Only Croatia (31.3 years), Slovakia (30.9), Greece (30.7) and Italy (30.1) record later ages of moving out.
Traditionally, this gap has been explained as a matter of culture and family structure, with southern Europeans supposedly preferring to live at home for longer.
But new evidence suggests the problem runs much deeper – and now poses a serious economic risk.
Eurostat states that the proportion of Spanish youth who spend more than 40% of their disposable income on housing – the so-called ‘overburden rate’ – is just 8%, around the EU average.
This appears moderate compared to Denmark (28.9%), Greece (30.3%) or the Netherlands (15.3%).
Yet this measure is misleading, because it only captures those who have already left home – when around half of under-31-year-olds in Spain have not.
For the many who remain with parents, often into their thirties, the financial barriers are so high that they sometimes never even enter the rental market.
The real explanation lies in Spain’s housing shortage – and has implications far beyond the country’s youth.

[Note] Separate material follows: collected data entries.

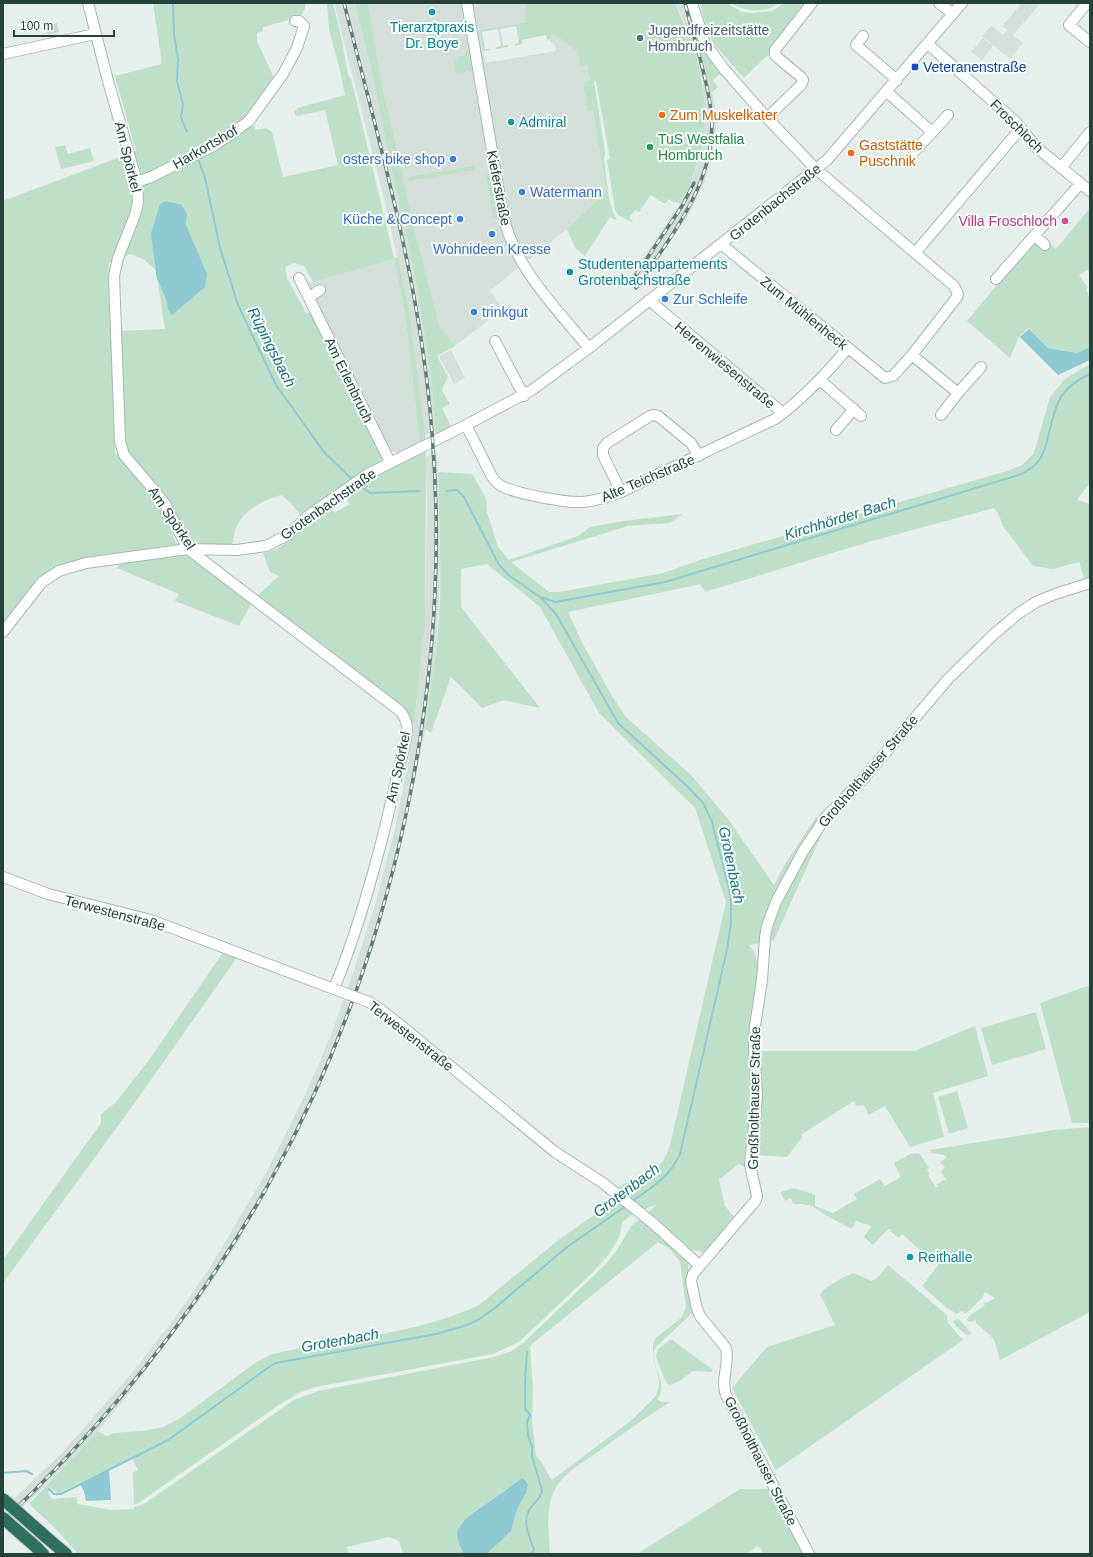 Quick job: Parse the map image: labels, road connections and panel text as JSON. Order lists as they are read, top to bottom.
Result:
{
  "streets": {
    "street": [
      "Froschloch",
      "Harkortshof",
      "Am Spörkel",
      "Kieferstraße",
      "Grotenbachstraße",
      "Zum Mühlenheck",
      "Herrenwiesenstraße",
      "Am Erlenbruch",
      "Alte Teichstraße",
      "Großholthauser Straße",
      "Terwestenstraße"
    ]
  },
  "crossings": [
    ["Froschloch", "Grotenbachstraße"],
    ["Harkortshof", "Am Spörkel"],
    ["Am Spörkel", "Grotenbachstraße"],
    ["Am Spörkel", "Terwestenstraße"],
    ["Kieferstraße", "Grotenbachstraße"],
    ["Grotenbachstraße", "Zum Mühlenheck"],
    ["Grotenbachstraße", "Herrenwiesenstraße"],
    ["Grotenbachstraße", "Am Erlenbruch"],
    ["Grotenbachstraße", "Alte Teichstraße"],
    ["Zum Mühlenheck", "Alte Teichstraße"],
    ["Herrenwiesenstraße", "Alte Teichstraße"],
    ["Großholthauser Straße", "Terwestenstraße"]
  ],
  "water": ["Rüpingsbach", "Kirchhörder Bach", "Grotenbach"],
  "places": {
    "other": [
      "Tierarztpraxis Dr. Boye",
      "Jugendfreizeitstätte Hombruch",
      "Zum Muskelkater",
      "Admiral",
      "TuS Westfalia Hombruch",
      "Gaststätte Puschnik",
      "osters bike shop",
      "Watermann",
      "Küche & Concept",
      "Villa Froschloch",
      "Wohnideen Kresse",
      "Studentenappartements Grotenbachstraße",
      "Zur Schleife",
      "trinkgut",
      "Reithalle"
    ],
    "transit": ["Veteranenstraße"]
  },
  "scale_bar": "100 m"
}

The Bank of Spain has now warned that the country faces a deficit of some 700,000 homes, a shortfall that governor Jose Luis Escriva says is fuelling price rises, delaying independence for young people and acting as a drag on the wider economy.
In a recent speech, Escriva placed the housing gap alongside geopolitical instability, fiscal risks and climate change as one of Spain’s four greatest threats to its economic stability.
“The shortage of housing stock to cope with the growing pace of household creation is becoming a bottleneck for the labour market, especially in increasingly dynamic areas,” he said.
“If supply does not manage to grow at a much faster rate than it does now, which is going to be very difficult, the problem could get worse in the future.”
The central bank believes the crisis is driven less by demand than by a chronic lack of supply.
With construction rates lagging far behind the populace’s needs, new homes are not being built quickly enough to keep up.
This marks a sharp reversal from just a year ago.
In one of his final reports in 2024, Escriva’s predecessor Pablo Hernandez de Cos had suggested the shortfall might be as low as half a million homes.
By using a multi-year average for the 2022–24 period, the Bank had even suggested the figure could shrink further.
Now, however, the institution has returned to annual measurement and concluded the situation is worsening.
The deficit has grown by more than 100,000 in less than a year, and the final 2025 figure could be higher still.
Escriva also warned the problem has now ‘transcended its social and intergenerational dimension to become a major economic problem,’ arguing that the shortage makes it harder for workers to move to where jobs are and for companies to attract talent.
While the governor pointed to Spain’s broader economic health – a current account surplus and low levels of private indebtedness – he stressed that the housing gap could undermine those gains if it continues to widen.
Spain’s housing crisis is no longer just about frustrated twenty-somethings. With a shortage of 700,000 homes, it has become a structural fault line threatening the country’s future prosperity.